Struck ging davon aus, dass auch die USA akzeptieren, dass das deutsche Volk die rot-grüne Bundesregierung wieder gewählt habe. Wenn der "Pulverdampf" sich erst verzogen habe, werde es auch wieder normale Beziehungen geben. Rumsfeld hatte in Warschau die US-Position bekräftigt, die deutsch-amerikanischen Beziehungen seien derzeit "vergiftet".

Gespräche mit dem britischen Premierminister

Bundeskanzler Gerhard Schröder (SPD) wurde am Dienstagabend zu einem mehrstündigen Besuch und Gesprächen mit dem britischen Premierminister Tony Blair in London erwartet. Bei dem Treffen zwei Tage nach der für Schröder erfolgreichen Bundestagswahl sollte es auch um die Irak-Politik und das von Blair vorgelegte Dossier über angeblich vorhandene Massenvernichtungswaffen im Irak gehen.

Struck wollte nach eigenen Angaben den NATO-Ministern in Warschau noch einmal die Irak-Position der Bundesregierung darlegen. Berlin halte einen Militärschlag gegen den Irak nach wie vor für falsch, sagte er. Das Irak-Dossier Blairs kenne er noch nicht. Es sei aber immer klar gewesen, dass Iraks Präsident Saddam Hussein versuche, an Massenvernichtungswaffen zu gelangen. SPD-Fraktionsvize Gernot Erler sagte, das Dossier ändere nichts an der "grundsätzlichen Risikoeinschätzung eines Militäreinsatzes im Nahen Osten".
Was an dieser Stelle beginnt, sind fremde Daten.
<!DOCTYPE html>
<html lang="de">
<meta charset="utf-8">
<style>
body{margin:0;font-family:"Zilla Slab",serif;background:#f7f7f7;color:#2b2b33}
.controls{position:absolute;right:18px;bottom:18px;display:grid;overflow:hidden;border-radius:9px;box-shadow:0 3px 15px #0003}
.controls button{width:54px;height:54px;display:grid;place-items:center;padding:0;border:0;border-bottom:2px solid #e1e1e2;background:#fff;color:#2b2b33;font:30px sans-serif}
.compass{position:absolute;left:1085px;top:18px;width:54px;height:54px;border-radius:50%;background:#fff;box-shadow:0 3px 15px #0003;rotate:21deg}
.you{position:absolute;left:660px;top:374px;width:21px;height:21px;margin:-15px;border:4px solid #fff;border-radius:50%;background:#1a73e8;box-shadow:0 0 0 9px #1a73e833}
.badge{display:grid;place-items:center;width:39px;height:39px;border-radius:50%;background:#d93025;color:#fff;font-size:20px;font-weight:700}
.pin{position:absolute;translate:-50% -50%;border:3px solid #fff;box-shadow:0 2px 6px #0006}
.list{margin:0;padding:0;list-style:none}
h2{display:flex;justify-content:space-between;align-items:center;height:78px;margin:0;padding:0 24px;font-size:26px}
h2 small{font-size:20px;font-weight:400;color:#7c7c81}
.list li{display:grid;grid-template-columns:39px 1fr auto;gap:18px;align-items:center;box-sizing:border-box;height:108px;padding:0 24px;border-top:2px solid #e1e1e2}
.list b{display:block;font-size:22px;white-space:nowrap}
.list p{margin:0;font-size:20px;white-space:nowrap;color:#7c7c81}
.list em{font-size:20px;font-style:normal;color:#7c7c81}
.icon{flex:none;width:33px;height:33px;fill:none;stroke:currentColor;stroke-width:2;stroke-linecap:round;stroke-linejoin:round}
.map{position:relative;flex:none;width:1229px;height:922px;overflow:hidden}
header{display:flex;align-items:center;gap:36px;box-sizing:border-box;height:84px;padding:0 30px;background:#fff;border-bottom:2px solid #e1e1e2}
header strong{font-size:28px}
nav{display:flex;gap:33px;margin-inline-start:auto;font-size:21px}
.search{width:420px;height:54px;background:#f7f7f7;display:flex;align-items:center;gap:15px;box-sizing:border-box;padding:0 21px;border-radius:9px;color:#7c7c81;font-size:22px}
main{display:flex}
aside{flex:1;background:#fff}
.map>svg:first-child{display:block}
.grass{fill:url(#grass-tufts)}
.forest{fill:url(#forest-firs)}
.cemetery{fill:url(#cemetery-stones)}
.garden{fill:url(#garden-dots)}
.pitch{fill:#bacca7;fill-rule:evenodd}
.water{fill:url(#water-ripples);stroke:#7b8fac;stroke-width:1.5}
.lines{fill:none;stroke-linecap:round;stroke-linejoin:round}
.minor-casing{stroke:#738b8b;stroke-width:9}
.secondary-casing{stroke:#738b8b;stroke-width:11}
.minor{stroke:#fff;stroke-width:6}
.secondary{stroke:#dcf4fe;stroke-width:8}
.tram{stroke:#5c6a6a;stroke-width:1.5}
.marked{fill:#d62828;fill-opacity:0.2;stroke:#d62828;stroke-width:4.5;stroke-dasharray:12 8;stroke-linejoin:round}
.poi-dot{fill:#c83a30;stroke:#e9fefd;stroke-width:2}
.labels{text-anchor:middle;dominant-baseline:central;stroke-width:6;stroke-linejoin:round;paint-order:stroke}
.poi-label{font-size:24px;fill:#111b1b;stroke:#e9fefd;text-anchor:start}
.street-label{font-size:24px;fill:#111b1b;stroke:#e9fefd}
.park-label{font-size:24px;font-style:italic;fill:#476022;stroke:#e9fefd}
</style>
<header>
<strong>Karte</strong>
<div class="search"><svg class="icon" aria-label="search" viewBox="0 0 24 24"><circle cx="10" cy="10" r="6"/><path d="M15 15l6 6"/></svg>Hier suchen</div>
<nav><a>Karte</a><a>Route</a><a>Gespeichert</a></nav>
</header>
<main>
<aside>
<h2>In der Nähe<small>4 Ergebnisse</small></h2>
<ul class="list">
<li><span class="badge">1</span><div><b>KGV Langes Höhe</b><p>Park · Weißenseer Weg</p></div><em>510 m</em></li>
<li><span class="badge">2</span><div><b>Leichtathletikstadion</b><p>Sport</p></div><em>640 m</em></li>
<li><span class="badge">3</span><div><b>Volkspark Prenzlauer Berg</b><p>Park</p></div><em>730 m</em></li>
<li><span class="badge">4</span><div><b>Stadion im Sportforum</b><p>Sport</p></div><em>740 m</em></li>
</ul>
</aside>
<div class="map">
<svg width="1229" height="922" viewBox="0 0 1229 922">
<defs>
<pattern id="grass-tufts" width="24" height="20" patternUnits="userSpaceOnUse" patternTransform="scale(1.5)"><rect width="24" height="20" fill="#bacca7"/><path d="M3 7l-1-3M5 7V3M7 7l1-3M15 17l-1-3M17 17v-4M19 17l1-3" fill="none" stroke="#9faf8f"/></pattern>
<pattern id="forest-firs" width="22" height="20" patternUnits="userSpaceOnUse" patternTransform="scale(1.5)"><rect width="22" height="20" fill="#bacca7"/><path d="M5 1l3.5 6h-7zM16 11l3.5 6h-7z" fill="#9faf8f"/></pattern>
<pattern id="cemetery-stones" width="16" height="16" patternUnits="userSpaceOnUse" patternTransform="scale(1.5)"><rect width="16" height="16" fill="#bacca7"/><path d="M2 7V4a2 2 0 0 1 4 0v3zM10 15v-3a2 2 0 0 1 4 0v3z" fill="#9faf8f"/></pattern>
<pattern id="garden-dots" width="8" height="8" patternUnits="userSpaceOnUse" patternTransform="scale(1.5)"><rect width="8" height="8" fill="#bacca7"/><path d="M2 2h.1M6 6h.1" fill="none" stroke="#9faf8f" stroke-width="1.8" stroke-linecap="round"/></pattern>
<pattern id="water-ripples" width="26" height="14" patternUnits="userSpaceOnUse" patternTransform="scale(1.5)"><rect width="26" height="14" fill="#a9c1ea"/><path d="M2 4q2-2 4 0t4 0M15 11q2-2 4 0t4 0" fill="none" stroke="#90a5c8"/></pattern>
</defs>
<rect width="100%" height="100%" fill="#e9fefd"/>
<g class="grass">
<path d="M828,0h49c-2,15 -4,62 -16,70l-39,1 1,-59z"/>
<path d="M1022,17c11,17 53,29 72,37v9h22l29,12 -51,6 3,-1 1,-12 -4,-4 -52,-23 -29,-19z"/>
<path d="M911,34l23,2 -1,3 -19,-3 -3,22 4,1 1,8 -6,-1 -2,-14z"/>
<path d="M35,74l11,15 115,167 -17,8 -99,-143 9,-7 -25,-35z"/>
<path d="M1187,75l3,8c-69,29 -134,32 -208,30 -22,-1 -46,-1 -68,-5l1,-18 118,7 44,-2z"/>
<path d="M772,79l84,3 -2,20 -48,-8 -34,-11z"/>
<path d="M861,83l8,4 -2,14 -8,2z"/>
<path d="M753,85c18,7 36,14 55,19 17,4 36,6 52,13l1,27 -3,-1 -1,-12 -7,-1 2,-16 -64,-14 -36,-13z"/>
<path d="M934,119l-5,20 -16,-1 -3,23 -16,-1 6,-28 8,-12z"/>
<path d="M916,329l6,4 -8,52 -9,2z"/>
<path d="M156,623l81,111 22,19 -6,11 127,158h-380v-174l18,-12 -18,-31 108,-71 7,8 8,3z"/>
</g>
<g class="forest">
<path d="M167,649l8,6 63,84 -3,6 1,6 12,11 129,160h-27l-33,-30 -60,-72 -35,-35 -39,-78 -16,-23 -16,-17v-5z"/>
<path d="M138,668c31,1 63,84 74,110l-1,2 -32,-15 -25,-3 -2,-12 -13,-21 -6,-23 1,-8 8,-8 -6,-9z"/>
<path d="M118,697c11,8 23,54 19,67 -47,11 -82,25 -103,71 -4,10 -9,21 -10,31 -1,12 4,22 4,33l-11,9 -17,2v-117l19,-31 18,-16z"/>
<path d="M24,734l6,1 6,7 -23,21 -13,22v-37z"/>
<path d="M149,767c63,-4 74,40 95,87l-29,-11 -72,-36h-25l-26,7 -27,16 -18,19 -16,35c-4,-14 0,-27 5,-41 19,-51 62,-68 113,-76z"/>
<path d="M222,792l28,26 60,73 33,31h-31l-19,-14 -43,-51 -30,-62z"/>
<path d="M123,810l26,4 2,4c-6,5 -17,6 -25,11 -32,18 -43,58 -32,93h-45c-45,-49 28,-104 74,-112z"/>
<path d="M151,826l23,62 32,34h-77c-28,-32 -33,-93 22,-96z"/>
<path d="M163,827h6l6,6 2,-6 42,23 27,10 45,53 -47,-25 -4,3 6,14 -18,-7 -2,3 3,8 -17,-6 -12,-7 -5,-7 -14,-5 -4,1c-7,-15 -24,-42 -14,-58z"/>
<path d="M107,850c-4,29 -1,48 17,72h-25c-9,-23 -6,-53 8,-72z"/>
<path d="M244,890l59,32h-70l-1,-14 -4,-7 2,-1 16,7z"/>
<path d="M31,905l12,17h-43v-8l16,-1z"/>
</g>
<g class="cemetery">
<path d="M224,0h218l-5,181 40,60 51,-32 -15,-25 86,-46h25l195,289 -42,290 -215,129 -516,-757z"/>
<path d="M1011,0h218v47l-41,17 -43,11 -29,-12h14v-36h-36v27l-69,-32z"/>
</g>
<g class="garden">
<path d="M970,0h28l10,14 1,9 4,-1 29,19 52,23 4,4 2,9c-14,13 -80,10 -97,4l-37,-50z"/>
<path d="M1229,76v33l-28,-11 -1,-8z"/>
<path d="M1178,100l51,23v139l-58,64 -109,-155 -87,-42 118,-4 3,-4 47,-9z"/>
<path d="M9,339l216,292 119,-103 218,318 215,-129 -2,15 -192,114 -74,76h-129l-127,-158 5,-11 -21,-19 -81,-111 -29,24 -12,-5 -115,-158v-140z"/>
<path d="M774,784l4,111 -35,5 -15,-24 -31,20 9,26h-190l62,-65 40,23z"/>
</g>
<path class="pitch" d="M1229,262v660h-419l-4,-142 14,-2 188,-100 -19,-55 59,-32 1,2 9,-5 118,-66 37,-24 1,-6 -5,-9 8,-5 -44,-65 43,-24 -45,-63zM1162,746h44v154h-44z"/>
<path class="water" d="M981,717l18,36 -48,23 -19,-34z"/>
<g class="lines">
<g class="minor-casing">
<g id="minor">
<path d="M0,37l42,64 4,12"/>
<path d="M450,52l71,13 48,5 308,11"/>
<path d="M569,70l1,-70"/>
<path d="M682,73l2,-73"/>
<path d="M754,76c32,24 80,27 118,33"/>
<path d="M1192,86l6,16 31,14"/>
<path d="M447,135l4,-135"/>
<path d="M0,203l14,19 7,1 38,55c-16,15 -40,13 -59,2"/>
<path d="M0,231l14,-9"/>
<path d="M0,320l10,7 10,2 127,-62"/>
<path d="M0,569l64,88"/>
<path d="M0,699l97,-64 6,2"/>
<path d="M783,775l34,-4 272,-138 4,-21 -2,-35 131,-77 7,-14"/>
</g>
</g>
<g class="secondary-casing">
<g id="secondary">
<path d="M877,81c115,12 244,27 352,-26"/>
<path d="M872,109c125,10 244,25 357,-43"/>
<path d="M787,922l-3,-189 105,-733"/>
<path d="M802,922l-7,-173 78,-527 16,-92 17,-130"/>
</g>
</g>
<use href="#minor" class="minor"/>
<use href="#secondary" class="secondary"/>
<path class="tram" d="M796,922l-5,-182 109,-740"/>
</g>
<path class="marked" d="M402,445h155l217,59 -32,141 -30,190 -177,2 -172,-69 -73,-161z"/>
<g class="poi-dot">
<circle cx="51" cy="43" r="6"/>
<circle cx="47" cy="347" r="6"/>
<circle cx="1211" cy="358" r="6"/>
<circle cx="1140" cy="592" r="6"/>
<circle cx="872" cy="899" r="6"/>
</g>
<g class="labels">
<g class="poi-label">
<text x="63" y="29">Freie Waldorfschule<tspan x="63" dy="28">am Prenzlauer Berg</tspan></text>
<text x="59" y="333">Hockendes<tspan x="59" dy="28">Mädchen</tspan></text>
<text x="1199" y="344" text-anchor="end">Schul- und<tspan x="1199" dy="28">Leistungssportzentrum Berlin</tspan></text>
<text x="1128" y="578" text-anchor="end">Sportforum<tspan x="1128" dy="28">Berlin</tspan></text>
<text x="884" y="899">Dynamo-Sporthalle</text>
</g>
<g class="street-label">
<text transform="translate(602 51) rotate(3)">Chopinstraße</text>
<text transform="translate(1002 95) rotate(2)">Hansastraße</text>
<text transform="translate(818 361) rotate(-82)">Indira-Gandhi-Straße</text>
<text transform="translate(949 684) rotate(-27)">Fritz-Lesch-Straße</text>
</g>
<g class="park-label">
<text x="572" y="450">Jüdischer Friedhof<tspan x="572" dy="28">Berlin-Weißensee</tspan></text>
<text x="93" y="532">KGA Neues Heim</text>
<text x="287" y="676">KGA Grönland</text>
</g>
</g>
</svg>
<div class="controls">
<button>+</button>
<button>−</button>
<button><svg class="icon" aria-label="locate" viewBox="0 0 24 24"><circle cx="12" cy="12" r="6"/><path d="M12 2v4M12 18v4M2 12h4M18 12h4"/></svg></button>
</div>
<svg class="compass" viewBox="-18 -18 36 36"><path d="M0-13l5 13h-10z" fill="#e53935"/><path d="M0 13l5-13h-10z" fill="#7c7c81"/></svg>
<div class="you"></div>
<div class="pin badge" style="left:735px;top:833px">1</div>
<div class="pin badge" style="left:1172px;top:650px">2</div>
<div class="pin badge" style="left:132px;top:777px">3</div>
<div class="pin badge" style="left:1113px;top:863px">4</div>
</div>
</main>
Powell: Deutsch-amerikanische Verhältnis bleibt eng

US-Außenminister Powell sagte in einem Interview der russischen Zeitung "Iswestija", das deutsch-amerikanische Verhältnis werde trotz der derzeitigen Meinungsverschiedenheiten und Probleme weiter eng bleiben. "Ich denke, das Verhältnis wird in Zukunft noch enger." Zu dem Wahlsieg von Rot-Grün sagte er: "Das deutsche Volk hat das Recht, sich seine Regierung zu wählen. Wir werden die guten Beziehungen zu Deutschland pflegen."

US-Botschafter Daniel Coats nahm unterdessen in Potsdam eine Entschuldigung des brandenburgischen Ministerpräsidenten und SPD - Präsidiumsmitglieds Matthias Platzeck wegen der Irritationen in den deutsch-amerikanischen Beziehungen an.

Erler warf den USA vor, im deutschen Wahlkampf massiv Partei für die Union ergriffen zu haben. Amerika habe "wirklich alles getan, um hier die Opposition zu unterstützen", sagte Erler im WDR 5. Washington habe "eindeutig" auf Unions-Kanzlerkandidat Edmund Stoiber (CSU) gesetzt in der Hoffnung, dass dieser eine andere deutsche Haltung zum Irak-Krieg durchsetzen werde.